6- Yaşlılık Toptan Ödemesi ve İhya

Tasarı 31. maddesinde, işinden ayrıldığı veya işyerini kapattığı halde yaşlılık aylığına hak kazanamayan sigortalıya, ödemiş olduğu malullük, yaşlılık, ölüm sigortaları priminin iadesini düzenlemektedir. Bu hükme göre:

“Sigortalı olarak çalıştığı işten ayrılan veya işyerini kapatan ve yaşlılık aylığı bağlanması için gerekli yaş şartını doldurduğu halde malullük ve yaşlılık aylığı bağlanmasına hak kazanamayan sigortalıya, işveren payı dahil kendi adına veya kendisince ödenen malullük, yaşlılık ve ölüm sigortaları primlerinin her yıla ait tutarı, primin ait olduğu yıldan itibaren yazılı istek tarihine kadar geçen yıllar için her yılın gerçekleşen güncelleme katsayısı ile güncellenerek bulunan tutarları toptan ödeme şeklinde verilir” (m. 31/I).

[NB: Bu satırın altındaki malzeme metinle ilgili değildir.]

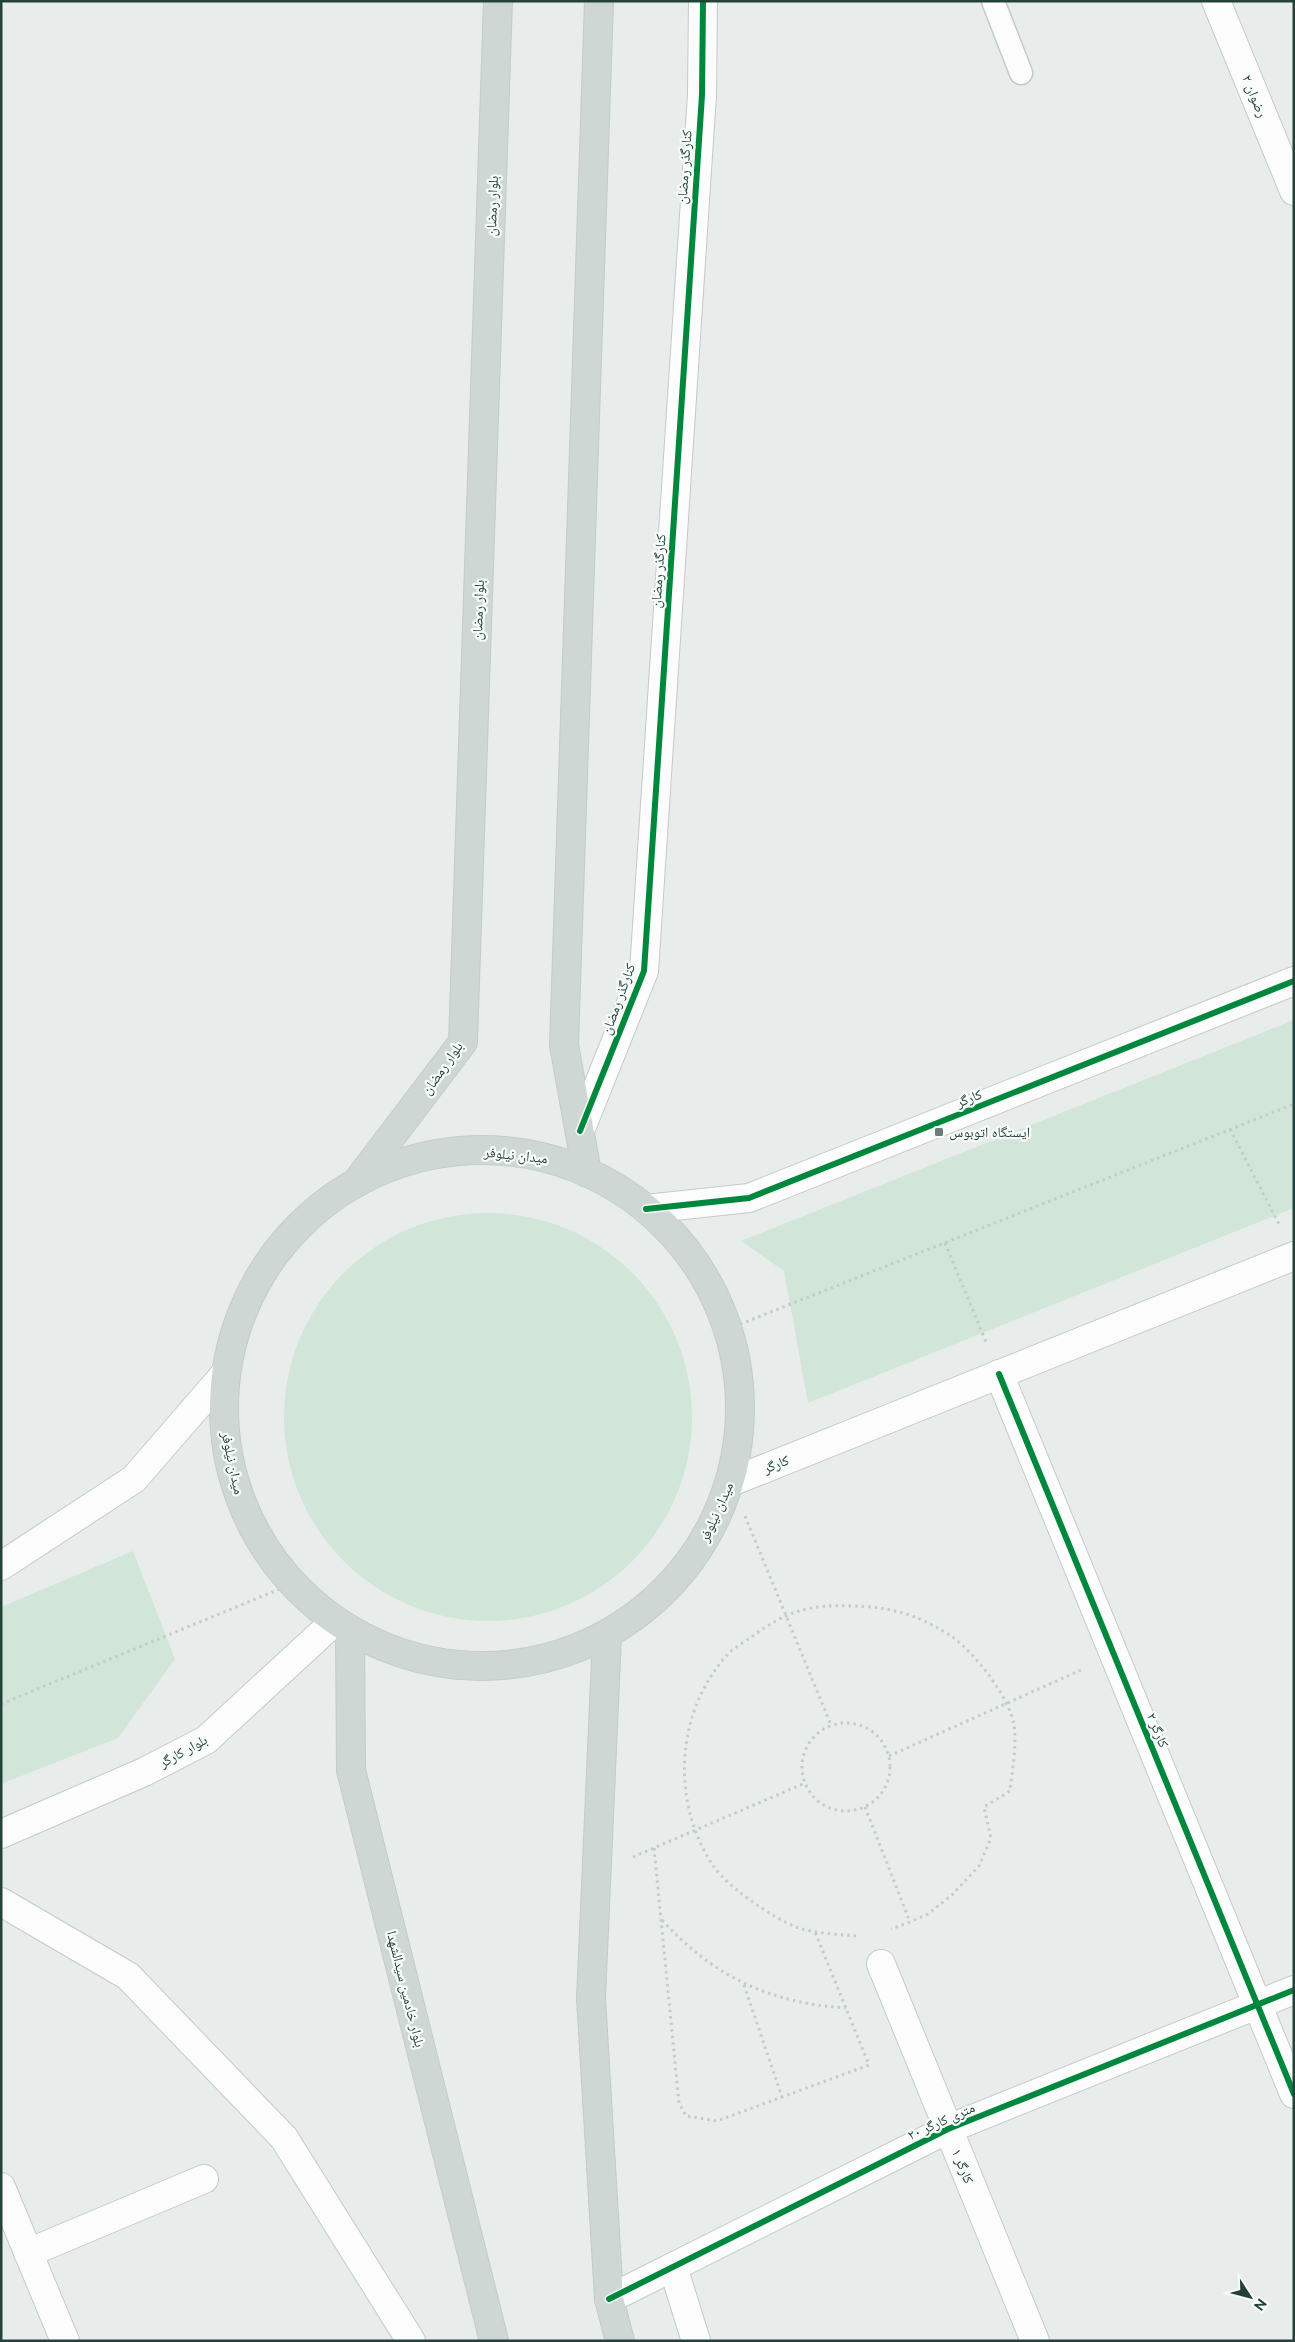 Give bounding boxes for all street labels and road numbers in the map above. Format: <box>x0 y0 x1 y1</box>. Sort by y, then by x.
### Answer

Toptan ödeme yoluyla tasfiye edilen hizmetler, yeniden sigortalı çalışma halinde istenirse, toptan ödemenin alındığı tarihle yazılı istek tarihi arasında gerçekleşen güncelleme katsayısı ile güncellenerek istek tarihini izleyen ayın sonuna kadar Kuruma iade edilirse bu hizmetler ihya edilerek Kanunun uygulanmasında dikkate alınır. Güncelleme sadece Kanunun yürürlük tarihinden itibaren geçecek süreler için yapılır.

III. ÖLÜM SİGORTASI

Tasarıda, temel alınan 506 sayılı Kanun hükümlerinden en az değişikliğe uğrayan, ölüm sigortasına ilişkin hükümler olmuştur. Bu sigortadan yararlanacak olanlar sigortalının hak sahipleridir. Tasarı hak sahiplerine ölüm aylığı bağlanmasını, ölüm toptan ödemesi yapılmasını, eş ve çocuklara evlenme ödeneği verilmesini ve cenaze yardımı yapılmasını öngörmüştür.

1- Madde Sayıları

Tasarıda ölüm sigortasına 6 madde ayrılmıştır. Malullüğe 3, yaşlılığa 4 madde ayıran tasarıda, ölüm sigortası 6 maddede düzenlenmiştir (32-37). 506 sayılı Kanun 7 maddesini (65-71), 1479 sayılı Kanun 9 maddesini (40-48), 5434

(14)

sayılı Kanun ise 27 maddesini (66-92) ölüm sigortasına ayırmıştır. Şu anda ölüm sigortası toplam 43 maddede düzenlenmektedir.

2- Ölüm Aylığı

Ölen sigortalının hak sahiplerine ölüm aylığı bağlanabilmesi için bir kısmı sigortalıya, bir kısmı da hak sahiplerine ilişkin bazı koşulların gerçekleşmesi gerekmektedir.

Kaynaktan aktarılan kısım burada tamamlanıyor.